━━ DATA RECORDS ━━
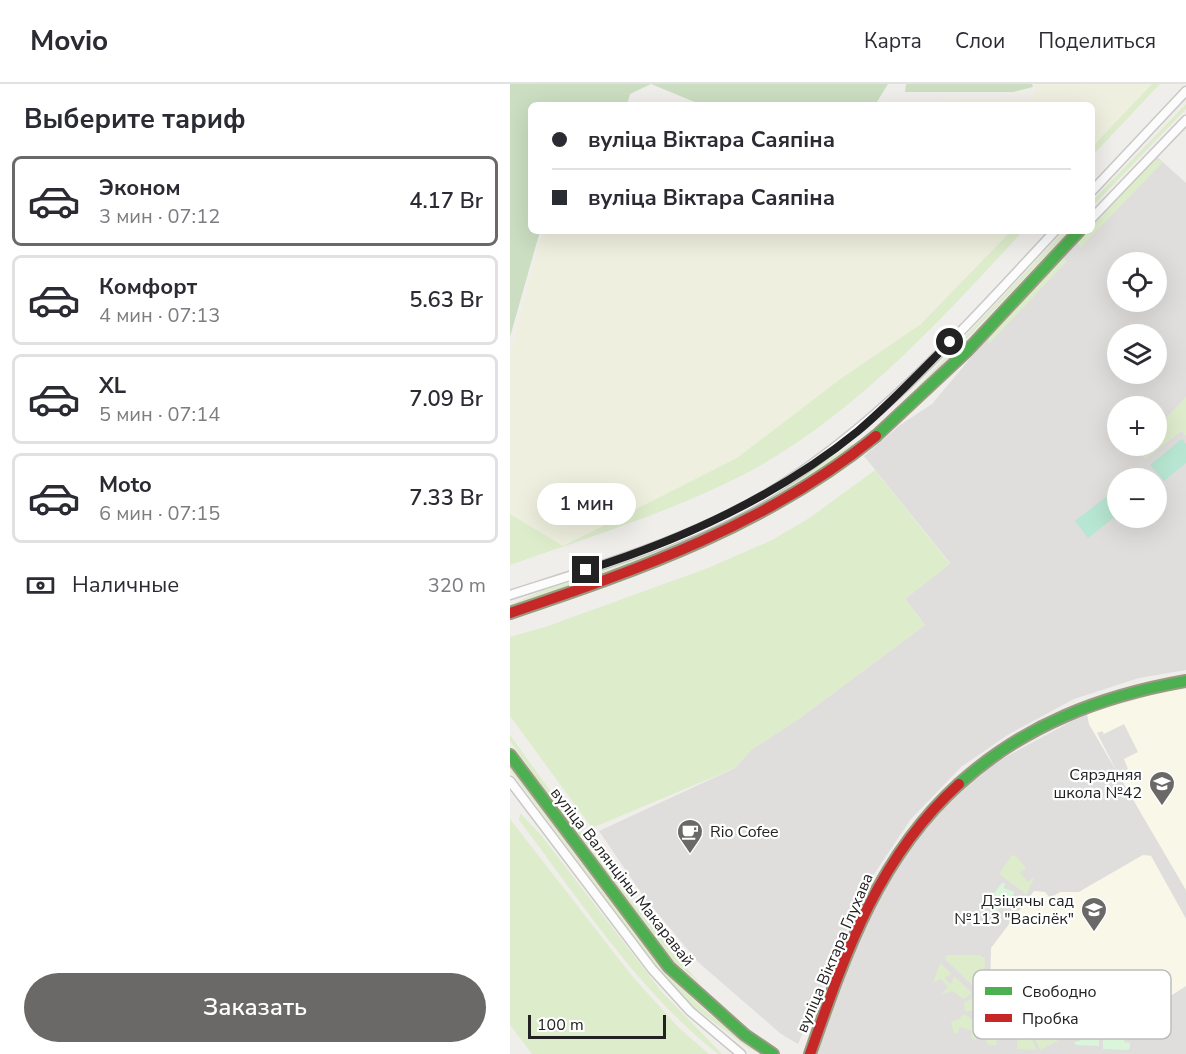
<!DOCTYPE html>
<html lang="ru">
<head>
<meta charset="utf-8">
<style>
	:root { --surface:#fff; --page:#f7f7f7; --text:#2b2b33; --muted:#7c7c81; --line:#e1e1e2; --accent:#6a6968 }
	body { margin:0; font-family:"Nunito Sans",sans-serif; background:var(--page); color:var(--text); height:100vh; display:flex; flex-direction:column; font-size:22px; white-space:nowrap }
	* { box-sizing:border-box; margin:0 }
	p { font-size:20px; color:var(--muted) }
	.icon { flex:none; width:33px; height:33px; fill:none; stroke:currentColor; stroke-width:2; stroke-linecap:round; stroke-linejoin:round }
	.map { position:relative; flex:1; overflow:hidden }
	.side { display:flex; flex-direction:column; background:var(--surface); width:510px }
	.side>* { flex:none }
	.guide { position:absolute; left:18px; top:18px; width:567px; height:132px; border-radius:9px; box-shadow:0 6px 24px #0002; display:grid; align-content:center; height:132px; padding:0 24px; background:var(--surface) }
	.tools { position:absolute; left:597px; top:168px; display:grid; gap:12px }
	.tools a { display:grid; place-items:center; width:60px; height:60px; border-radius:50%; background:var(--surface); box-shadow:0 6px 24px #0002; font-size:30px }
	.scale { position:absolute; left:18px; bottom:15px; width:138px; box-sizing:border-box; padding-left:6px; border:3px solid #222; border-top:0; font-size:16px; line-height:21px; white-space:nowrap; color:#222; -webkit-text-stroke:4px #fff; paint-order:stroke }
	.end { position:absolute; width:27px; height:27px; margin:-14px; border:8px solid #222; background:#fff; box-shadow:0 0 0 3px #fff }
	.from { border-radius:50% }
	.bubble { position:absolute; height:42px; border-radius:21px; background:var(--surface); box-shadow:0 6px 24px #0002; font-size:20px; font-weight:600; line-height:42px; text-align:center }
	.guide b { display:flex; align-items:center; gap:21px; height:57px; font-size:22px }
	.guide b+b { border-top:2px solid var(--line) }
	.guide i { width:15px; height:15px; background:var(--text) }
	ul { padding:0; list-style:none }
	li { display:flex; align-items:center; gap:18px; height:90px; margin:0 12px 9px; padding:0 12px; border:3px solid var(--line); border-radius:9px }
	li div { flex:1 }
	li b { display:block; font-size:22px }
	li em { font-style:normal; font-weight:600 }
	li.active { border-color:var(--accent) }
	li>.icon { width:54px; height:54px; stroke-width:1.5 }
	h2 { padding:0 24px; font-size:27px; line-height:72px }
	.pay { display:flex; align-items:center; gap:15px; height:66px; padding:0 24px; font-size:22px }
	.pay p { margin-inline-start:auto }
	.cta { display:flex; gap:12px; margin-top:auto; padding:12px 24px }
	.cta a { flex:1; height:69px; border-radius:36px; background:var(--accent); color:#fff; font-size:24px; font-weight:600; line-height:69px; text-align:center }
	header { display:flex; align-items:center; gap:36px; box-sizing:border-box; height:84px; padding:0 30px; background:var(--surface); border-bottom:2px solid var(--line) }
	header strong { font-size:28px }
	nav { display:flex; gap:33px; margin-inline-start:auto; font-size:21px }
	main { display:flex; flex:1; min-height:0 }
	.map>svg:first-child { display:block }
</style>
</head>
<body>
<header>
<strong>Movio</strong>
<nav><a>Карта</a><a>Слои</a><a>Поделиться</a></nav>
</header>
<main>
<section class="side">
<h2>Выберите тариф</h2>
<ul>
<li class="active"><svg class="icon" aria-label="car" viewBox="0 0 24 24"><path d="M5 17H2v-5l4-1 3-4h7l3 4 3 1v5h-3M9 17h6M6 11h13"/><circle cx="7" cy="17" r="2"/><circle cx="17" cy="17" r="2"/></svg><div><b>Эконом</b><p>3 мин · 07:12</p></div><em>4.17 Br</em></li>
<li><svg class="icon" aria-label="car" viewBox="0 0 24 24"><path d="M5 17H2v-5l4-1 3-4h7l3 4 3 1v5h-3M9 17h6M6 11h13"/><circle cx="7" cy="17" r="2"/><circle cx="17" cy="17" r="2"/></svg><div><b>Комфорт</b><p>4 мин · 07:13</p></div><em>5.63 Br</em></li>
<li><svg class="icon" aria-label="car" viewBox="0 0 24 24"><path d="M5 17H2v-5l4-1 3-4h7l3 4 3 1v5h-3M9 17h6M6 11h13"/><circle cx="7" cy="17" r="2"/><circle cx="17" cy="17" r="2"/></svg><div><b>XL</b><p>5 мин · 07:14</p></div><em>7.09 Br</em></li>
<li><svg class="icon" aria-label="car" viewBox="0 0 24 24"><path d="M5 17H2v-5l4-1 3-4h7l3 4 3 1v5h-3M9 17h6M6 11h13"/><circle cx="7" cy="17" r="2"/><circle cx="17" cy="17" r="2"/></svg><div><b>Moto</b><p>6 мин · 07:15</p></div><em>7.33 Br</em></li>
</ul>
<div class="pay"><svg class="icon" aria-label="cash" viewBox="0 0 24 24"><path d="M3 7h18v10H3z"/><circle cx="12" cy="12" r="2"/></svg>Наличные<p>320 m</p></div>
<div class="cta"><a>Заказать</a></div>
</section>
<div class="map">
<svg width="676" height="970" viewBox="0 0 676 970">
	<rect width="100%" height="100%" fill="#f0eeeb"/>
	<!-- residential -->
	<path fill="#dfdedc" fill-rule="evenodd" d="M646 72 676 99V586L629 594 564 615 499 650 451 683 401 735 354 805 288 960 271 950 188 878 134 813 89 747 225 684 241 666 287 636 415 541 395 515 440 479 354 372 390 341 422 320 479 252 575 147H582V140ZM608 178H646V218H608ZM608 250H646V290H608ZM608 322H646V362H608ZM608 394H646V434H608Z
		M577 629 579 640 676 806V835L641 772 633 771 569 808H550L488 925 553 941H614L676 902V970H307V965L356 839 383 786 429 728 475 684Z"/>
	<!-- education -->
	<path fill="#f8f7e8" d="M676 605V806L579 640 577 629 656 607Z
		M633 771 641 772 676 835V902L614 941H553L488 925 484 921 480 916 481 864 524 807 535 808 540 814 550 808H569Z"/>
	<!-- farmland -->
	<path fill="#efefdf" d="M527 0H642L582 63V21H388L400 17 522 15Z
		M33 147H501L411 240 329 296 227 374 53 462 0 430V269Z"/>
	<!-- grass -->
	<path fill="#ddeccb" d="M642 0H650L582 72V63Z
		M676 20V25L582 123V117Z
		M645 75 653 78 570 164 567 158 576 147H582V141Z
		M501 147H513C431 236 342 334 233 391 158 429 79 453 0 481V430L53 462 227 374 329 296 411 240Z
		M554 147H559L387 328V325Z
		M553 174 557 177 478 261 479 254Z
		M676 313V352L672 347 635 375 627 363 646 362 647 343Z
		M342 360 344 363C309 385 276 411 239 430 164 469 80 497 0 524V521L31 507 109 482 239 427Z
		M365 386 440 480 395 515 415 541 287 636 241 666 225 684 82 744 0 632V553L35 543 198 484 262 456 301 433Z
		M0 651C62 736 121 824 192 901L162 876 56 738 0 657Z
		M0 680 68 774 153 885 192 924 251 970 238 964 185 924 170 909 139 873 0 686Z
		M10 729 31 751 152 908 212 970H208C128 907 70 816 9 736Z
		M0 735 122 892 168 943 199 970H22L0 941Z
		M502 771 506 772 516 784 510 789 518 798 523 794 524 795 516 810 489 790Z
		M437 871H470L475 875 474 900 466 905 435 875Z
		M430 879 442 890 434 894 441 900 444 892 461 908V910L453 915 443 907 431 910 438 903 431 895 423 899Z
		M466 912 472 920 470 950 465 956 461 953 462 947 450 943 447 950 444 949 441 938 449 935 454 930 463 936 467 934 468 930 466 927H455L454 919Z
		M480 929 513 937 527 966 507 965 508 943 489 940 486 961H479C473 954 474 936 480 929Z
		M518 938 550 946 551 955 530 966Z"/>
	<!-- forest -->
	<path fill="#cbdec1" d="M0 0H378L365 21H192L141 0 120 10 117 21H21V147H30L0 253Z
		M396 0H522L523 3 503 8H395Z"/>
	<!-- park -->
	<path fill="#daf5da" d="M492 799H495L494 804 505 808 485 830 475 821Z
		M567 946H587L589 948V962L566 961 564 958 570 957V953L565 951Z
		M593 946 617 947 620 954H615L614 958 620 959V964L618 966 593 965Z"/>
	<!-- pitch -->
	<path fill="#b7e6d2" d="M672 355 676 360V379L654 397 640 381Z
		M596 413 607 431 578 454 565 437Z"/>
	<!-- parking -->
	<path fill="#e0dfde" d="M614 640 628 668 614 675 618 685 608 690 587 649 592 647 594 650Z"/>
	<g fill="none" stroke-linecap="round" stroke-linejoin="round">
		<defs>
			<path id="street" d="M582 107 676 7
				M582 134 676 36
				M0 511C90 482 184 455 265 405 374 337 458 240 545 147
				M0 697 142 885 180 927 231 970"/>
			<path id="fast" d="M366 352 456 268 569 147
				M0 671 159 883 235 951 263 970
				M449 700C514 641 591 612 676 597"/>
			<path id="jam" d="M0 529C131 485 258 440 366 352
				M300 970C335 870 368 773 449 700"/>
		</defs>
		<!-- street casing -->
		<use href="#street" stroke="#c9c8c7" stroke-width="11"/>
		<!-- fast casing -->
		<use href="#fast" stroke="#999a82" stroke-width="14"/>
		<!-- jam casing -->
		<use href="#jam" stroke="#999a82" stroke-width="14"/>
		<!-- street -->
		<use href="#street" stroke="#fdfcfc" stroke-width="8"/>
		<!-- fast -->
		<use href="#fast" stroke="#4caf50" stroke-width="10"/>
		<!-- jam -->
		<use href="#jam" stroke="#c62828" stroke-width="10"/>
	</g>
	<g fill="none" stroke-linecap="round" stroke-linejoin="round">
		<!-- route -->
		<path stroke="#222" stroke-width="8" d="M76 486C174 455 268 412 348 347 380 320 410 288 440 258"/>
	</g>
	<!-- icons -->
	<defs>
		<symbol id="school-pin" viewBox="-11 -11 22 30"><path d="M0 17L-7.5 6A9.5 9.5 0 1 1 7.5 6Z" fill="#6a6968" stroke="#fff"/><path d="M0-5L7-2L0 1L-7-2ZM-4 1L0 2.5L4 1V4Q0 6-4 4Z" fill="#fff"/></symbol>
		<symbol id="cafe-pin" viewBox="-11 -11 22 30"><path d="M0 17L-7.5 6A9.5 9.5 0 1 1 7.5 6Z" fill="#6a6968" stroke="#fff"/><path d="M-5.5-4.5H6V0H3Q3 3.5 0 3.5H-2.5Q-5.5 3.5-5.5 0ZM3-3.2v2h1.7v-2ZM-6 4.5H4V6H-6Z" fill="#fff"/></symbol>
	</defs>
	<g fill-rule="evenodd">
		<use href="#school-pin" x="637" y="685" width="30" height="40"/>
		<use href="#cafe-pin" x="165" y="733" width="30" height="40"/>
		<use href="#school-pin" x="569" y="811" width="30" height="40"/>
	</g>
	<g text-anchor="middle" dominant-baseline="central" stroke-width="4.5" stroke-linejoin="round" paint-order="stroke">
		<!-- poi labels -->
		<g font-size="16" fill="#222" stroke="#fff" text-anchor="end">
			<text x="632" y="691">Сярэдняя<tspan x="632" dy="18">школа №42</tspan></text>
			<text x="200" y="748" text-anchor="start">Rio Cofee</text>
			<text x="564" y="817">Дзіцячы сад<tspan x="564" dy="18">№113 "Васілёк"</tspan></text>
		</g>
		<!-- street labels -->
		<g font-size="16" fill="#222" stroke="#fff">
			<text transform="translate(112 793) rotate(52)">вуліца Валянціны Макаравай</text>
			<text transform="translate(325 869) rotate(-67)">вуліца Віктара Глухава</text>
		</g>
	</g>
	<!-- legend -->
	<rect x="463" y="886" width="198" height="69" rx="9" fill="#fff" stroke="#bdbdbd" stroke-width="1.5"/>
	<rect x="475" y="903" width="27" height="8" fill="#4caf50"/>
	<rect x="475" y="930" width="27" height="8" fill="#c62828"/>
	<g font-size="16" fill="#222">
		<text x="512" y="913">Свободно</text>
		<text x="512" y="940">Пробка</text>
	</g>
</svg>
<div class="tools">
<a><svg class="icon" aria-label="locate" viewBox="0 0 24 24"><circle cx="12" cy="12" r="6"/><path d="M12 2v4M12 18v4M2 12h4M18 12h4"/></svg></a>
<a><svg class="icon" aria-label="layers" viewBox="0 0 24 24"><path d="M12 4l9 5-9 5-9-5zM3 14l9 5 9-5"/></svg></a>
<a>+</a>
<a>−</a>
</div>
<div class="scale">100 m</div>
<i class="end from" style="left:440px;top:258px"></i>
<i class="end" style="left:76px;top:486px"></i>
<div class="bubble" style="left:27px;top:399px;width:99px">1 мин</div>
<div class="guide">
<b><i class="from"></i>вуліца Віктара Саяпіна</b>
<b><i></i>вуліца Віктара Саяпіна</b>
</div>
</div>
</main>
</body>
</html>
━━━
TRY IT: Among the records above, repeat exactly the line with "position:absolute; left:597px; top:168px;", the line with "border-top:2px solid var(--line)", and every line in between, and only those.

ANSWER SECTION:
	.tools { position:absolute; left:597px; top:168px; display:grid; gap:12px }
	.tools a { display:grid; place-items:center; width:60px; height:60px; border-radius:50%; background:var(--surface); box-shadow:0 6px 24px #0002; font-size:30px }
	.scale { position:absolute; left:18px; bottom:15px; width:138px; box-sizing:border-box; padding-left:6px; border:3px solid #222; border-top:0; font-size:16px; line-height:21px; white-space:nowrap; color:#222; -webkit-text-stroke:4px #fff; paint-order:stroke }
	.end { position:absolute; width:27px; height:27px; margin:-14px; border:8px solid #222; background:#fff; box-shadow:0 0 0 3px #fff }
	.from { border-radius:50% }
	.bubble { position:absolute; height:42px; border-radius:21px; background:var(--surface); box-shadow:0 6px 24px #0002; font-size:20px; font-weight:600; line-height:42px; text-align:center }
	.guide b { display:flex; align-items:center; gap:21px; height:57px; font-size:22px }
	.guide b+b { border-top:2px solid var(--line) }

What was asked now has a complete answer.